Михаил Павловец — «Так мы учились говорить о смерти»

МИХАИЛ ПАВЛОВЕЦ

«ТАК МЫ УЧИЛИСЬ ГОВОРИТЬ О СМЕРТИ»: о стихотворении Яна Сатуновского «Один сказал…»

 

***

Один сказал:
– Не больше и не меньше,
как начался раздел Польши.
Второй
страстно захохотал;
а третий головою помотал.

Четвертый,
за,за,заикаясь, преподнёс:
– Раздел. Красотку. И в постель унёс.

Так мы учились говорить о смерти.

1940 [1]

 

Одно из первых дошедших до нас стихотворений Яна Сатуновского – в машинописи авторского свода оно идет под № 8, и, по словам автора, входит в «как бы цикл» из 5 произведений, которые «…связаны с “западно-украинским” походом в 1940 г. (в котором я участвовал) и написаны скорее всего после него» [2]. Другие стихотворения этого «цикла»: № 7. «В отвыкшей бить жидов стране…» (1939), № 9. «Чёрт побери…» (1940), № 10. «О чём мы думали?..» (1940) и написанный уже в послевоенное время № 11. «Но разве мыслили мы…» (1952). В трех из них (№№ 8, 10, 11) поэтический субъект говорит от 1-го лица мн. ч., в форме «мы», от лица некоторой общности, по-видимому пересекающейся: так, в «Один сказал…» речь идет об узком дружеском мужском круге, в «О чём мы думали?..» – круге военнообязанных или подлежащих призыву, во время пребывания на войне; в «Но разве мыслили мы…» – о фронтовиках, вернувшихся с войны обратно домой. Тема войны – приближающейся, наступившей или не оставляющей того, кто ее прошел – объединяет эти стихотворения.

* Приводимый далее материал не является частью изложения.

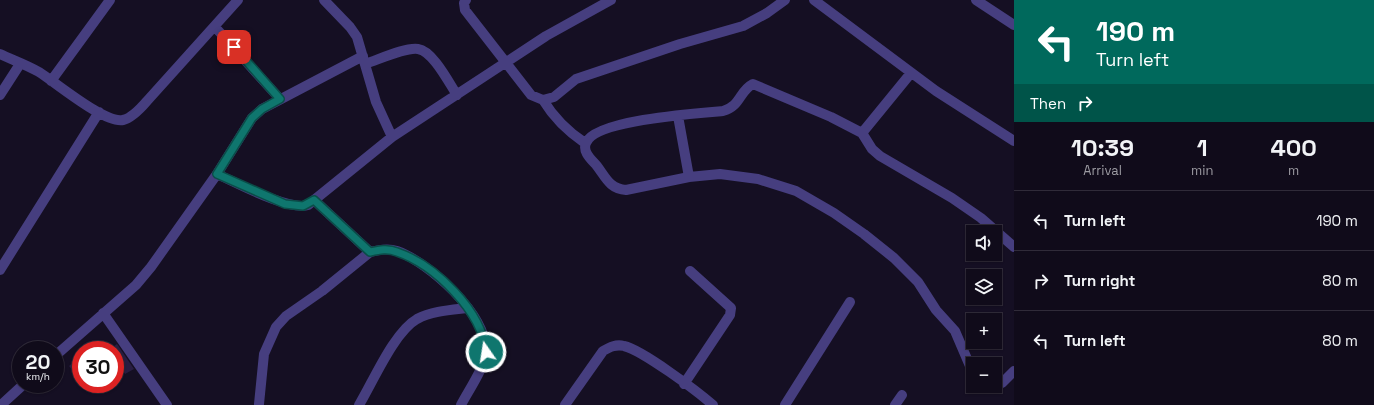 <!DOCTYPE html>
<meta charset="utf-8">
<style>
:root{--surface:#100b1a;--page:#1e1927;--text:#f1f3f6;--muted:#9c9ba2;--line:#302b39}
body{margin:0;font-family:"Space Grotesk",sans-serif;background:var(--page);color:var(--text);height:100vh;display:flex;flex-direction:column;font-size:15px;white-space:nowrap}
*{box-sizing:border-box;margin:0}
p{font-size:13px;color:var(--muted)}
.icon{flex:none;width:22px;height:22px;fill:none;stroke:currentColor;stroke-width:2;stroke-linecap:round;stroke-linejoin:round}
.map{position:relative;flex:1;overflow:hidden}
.drawer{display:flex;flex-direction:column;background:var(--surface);width:360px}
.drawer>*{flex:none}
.hud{background:#00695c;color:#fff;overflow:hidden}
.tools{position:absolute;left:966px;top:225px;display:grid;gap:8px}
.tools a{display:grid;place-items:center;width:36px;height:36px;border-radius:0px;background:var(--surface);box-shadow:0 1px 3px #0004,0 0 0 1px var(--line);font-size:20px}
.speed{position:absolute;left:12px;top:341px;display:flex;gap:8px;font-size:20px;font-weight:700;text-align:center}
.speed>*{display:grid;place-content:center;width:52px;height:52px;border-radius:50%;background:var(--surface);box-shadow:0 1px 3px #0004,0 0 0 1px var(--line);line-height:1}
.speed small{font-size:10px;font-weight:400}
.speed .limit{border:6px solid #d22;background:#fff;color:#111}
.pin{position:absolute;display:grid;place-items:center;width:34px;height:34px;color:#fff;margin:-17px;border-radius:8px;box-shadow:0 2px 6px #0006}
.me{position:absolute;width:44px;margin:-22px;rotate:347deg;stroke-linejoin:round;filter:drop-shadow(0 0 3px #0008)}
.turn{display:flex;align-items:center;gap:14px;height:84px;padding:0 16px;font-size:18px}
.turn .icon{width:52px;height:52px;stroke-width:2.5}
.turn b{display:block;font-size:28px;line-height:34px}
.then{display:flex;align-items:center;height:38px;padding:0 16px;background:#0003;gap:8px;font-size:15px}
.eta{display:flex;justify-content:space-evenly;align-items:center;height:68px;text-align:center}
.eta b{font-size:24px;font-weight:700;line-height:28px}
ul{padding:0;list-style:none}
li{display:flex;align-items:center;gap:12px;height:60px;padding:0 16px;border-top:1px solid var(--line)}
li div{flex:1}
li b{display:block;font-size:15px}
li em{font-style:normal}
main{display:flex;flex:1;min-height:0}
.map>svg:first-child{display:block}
.building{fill:#281d42}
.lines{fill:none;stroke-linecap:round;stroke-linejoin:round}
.minor{stroke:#463e7f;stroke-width:10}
.route-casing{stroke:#0a4d48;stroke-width:10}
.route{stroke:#0f766e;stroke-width:7}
</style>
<main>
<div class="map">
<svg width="1014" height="405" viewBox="0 0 1014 405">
<rect width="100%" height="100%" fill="#150f23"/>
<path class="building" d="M117,344L134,369L125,374L115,358V350L110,349Z
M81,356V380L69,366Z"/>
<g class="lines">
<path class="minor" d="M324,0L350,27L357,37L376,102L392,137
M466,0L464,3L465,10L531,95L543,100L554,97L576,79L680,44L743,26L767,13L785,0
M814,0L936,91L1014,141
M976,0L1014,25
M215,27L280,99
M0,54C13,60 27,65 39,72C55,82 105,124 123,120C132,118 141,108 147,101L238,0
M365,64C378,60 405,47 418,49C433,51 449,83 457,95
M51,81L110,0
M0,95L20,64
M543,100C554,118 567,131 585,143
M678,116L689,177
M862,133L911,73
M217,174C237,183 289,211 308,205L392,137L546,36L611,0
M314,200L370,252C379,250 388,248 397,251C430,263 485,313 486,350C486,366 468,391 461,405
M0,270L99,112
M103,313L167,405
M55,356L136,285L151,267L217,174L252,118L262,109L363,56
M973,373L955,331L936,310L918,282L894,258L864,234L834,213L796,191L758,179L720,174L689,177L626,190C610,189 606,178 597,166C592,160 582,152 586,143C594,120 699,113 723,111C741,106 739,91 753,84L831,117L862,133L872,149L880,156L952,198L981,218L1014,247
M684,384L730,315L731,308L690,271
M995,386L1002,383L1014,371
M259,404L264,354L276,327L286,316L322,291L370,252
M1,405L24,384
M359,405C373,382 394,332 417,319C432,311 451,310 468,308
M565,405L603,351C610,347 616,344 624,346C642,350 697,391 713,405
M785,405L850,302
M895,405L902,395"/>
</g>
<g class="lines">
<defs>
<path id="route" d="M234,47L280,99L262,109L252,118L217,174L285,204L303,206L314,200L370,252C379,250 388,248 397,252C435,265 482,311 486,352"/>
</defs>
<use href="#route" class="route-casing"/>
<use href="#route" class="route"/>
</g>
</svg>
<div class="tools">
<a><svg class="icon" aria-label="sound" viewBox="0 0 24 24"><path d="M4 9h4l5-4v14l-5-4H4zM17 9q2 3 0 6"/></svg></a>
<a><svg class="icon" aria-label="layers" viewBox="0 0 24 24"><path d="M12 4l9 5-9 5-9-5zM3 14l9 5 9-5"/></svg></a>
<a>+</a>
<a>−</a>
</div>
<div class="speed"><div>20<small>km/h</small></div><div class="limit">30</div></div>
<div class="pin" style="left:234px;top:47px;background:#d93025"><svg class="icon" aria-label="arrive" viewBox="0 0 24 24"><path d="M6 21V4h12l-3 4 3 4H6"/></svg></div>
<svg class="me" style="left:486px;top:352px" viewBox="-20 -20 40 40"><circle r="17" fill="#0f766e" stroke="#fff" stroke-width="3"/><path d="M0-11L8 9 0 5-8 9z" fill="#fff"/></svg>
</div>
<section class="drawer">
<div class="hud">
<div class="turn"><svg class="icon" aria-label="left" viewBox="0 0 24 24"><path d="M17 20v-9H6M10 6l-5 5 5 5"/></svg><div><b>190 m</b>Turn left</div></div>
<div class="then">Then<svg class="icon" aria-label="right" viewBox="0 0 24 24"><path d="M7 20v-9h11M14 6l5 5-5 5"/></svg></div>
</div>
<div class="eta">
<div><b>10:39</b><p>Arrival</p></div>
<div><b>1</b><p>min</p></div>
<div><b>400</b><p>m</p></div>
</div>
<ul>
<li><svg class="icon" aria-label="left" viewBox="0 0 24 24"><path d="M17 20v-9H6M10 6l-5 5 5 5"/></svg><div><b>Turn left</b></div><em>190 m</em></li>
<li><svg class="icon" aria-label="right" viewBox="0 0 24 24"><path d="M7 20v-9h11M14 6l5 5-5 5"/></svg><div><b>Turn right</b></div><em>80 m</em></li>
<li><svg class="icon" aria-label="left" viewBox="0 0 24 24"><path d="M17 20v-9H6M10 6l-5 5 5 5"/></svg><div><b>Turn left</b></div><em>80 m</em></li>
</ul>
</section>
</main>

Авторская датировка интересующего нас текста «Один сказал…» – 1940 год – помещает говорящего субъекта в позицию постфактум относительно того, что только еще начинается: уже после окончания «западно-украинского похода» он вспоминает, как в его кругу были восприняты события сентября 1939 года. Напомним, 1 сентября немецкие войска вторглись на территорию Республики Польша, а 17 сентября, в соответствии с секретным приложением к договору о ненападении между Германией и СССР от 23 августа 1939 года (известном как «Пакт Молотова-Риббентропа), в Польшу вошли войска РККА, в результате чего 28 сентября Польша перестала существовать как независимое государство, будучи разделенной между двумя государствами (так называемый «Пятый раздел Польши»). Впрочем, точная дата написания стихотворения неизвестна, невозможно установить и точную дату описанного в стихотворении разговора, ежели таковой был в реальности.

Вопрос, на который хотелось бы ответить, говоря об этом стихотворении, касается количества субъектов, чьи сознания запечатлены в нем. Очевидно, что таковых может быть либо четверо (и тогда один из говорящих – и есть поэтический субъект произведения, то есть тот самый, кому принадлежат все не вынесенные в прямую речь слова), либо пятеро (и тогда он безмолвный свидетель и очевидец опасного во многих смыслах разговора). Употребление местоимения «мы», как и утверждения «так мы учились говорить о смерти», позволяет нам отдать предпочтение скорее первой гипотезе. Однако тогда возникает еще один вопрос: кем же из этих четверых является поэтический субъект, как можно охарактеризовать его реакцию на новость?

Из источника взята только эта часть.